As wealthy patron Lady Vale, Rebecca Caine’s performance is a treat. Much like a (significantly younger) Maggie Smith, Caine's pouting poise and presence, with a delightful mastery of the raised eyebrow where necessary, ensure that every barbed nuance of her character's ignorant and impressionable landed lady is to be savoured . Suffering from laryngitis on press night her songs were ably sung by Olivia Maffett.
Mention too for Matthew Rowland, who this reviewer saw not long back as Boy George in Taboo. The lad only has a modest supporting role, but his talent and presence are outstanding. Recently graduated, this remarkable young man is one to watch and he adds another dimension of quality to the show. Also in the company, Secombe's older brother Andy mops up a handful of minor characters, including a delightfully dotty judge.
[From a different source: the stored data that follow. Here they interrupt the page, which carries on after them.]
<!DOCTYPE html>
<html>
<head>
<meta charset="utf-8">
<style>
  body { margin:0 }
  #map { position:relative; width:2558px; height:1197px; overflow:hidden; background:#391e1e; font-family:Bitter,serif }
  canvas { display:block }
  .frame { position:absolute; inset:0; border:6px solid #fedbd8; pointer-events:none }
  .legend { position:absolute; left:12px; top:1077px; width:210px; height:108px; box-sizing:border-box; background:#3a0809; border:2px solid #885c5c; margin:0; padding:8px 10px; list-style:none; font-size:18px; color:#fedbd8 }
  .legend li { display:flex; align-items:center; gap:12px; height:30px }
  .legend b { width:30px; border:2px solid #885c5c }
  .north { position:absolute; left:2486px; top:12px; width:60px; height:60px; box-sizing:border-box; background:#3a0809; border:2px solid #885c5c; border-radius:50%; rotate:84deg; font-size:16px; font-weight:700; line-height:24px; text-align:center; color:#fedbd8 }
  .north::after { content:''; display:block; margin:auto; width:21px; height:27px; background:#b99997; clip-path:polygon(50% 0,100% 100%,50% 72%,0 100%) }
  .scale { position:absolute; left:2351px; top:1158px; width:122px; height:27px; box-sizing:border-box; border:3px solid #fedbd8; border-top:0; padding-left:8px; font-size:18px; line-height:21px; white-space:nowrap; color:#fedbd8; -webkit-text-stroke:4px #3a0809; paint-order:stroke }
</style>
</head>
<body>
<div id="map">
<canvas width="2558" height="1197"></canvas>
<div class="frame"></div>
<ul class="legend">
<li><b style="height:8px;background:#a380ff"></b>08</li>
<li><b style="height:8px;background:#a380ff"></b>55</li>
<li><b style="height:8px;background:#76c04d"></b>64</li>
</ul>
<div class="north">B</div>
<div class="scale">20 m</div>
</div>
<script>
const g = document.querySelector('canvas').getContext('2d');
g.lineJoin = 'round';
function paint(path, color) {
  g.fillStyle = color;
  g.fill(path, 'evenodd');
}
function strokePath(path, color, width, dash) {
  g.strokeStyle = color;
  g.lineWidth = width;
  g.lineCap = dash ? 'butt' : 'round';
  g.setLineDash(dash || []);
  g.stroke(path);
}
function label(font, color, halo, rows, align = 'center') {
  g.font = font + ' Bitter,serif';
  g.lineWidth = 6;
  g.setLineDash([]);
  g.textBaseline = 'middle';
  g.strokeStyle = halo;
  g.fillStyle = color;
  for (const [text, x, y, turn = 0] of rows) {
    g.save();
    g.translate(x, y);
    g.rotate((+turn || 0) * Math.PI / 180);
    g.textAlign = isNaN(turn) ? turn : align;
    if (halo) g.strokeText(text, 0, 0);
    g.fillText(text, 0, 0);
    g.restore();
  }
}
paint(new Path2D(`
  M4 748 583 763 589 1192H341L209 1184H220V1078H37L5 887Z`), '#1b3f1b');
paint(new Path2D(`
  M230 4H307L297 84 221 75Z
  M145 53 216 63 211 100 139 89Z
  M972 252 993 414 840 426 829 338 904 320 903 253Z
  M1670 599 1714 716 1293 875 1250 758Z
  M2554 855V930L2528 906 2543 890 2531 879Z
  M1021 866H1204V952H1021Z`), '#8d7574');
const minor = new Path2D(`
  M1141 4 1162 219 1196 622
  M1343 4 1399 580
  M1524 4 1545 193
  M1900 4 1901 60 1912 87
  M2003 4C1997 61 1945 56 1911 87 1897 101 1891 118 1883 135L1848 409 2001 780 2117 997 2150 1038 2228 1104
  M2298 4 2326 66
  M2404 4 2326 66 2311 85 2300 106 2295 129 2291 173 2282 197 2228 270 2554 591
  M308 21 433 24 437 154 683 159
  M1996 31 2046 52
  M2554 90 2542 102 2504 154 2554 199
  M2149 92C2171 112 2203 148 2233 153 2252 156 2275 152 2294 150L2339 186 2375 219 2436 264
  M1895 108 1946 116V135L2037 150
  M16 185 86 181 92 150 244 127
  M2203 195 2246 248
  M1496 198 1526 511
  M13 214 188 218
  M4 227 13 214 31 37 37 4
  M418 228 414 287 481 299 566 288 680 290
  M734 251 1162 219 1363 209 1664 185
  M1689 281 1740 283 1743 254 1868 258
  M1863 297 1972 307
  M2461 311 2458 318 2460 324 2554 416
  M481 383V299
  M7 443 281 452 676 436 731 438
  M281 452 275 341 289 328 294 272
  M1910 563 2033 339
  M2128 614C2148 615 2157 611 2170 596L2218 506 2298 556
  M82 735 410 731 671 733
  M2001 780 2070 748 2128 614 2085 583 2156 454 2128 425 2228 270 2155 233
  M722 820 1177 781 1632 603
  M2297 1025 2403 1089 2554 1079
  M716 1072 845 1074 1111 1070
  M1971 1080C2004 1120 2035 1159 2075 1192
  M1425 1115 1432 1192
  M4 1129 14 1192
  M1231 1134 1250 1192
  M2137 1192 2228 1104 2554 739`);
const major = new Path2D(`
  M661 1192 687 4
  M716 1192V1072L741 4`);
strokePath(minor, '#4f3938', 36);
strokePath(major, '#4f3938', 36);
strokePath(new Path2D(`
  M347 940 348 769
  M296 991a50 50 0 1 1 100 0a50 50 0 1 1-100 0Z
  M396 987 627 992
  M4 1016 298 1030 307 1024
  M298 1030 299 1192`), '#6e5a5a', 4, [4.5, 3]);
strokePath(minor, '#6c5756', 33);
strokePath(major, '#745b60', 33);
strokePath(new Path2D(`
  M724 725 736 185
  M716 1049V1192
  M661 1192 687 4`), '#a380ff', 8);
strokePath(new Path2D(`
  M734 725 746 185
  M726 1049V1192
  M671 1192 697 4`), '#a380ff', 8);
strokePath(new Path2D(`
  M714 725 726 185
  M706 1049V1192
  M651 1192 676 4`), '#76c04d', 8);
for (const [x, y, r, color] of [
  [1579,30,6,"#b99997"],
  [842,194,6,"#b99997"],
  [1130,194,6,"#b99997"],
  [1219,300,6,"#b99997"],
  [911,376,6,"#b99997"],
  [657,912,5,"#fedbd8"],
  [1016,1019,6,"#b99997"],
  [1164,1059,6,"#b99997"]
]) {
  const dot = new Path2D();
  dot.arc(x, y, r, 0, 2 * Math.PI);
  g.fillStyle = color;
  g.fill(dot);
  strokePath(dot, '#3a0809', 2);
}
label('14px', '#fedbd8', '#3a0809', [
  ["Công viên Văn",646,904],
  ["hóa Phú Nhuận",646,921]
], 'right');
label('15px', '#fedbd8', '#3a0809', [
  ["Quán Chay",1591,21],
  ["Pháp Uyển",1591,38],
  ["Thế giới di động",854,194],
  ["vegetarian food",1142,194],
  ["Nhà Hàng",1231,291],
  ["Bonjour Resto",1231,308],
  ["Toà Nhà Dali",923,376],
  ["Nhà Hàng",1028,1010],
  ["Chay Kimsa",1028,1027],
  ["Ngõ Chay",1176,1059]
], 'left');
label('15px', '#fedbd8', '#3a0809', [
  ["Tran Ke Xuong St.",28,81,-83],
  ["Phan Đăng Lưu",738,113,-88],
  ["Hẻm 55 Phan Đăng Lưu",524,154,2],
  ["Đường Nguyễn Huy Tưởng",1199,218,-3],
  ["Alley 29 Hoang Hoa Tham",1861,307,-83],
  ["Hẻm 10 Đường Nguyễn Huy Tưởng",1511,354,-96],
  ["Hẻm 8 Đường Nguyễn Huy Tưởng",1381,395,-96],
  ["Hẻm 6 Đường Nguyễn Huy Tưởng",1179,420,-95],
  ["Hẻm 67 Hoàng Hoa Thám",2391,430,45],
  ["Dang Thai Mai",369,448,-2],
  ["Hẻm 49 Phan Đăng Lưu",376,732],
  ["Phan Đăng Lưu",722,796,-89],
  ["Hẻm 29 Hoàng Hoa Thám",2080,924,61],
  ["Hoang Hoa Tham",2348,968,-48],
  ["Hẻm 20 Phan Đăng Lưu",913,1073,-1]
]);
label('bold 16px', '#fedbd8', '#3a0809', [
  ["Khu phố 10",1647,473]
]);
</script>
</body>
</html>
His face, voice and movement are a comic joy and both siblings are a credit to their legendary father Harry.
Ultimately the show is (yet another) quaint American view of England in the early 20th century, albeit written with a touch more panache than some and one that will keep you smiling throughout and guffawing occasionally. Matt Flint choreographs imaginatively around the Union’s iron girders whilst Inga Davis-Rutter leads her 4 piece band with flair. Like a long lost painting found in the attic, Darling Of The Day is a newly discovered treasure that will be enjoyed by all who savour imaginative musical theatre.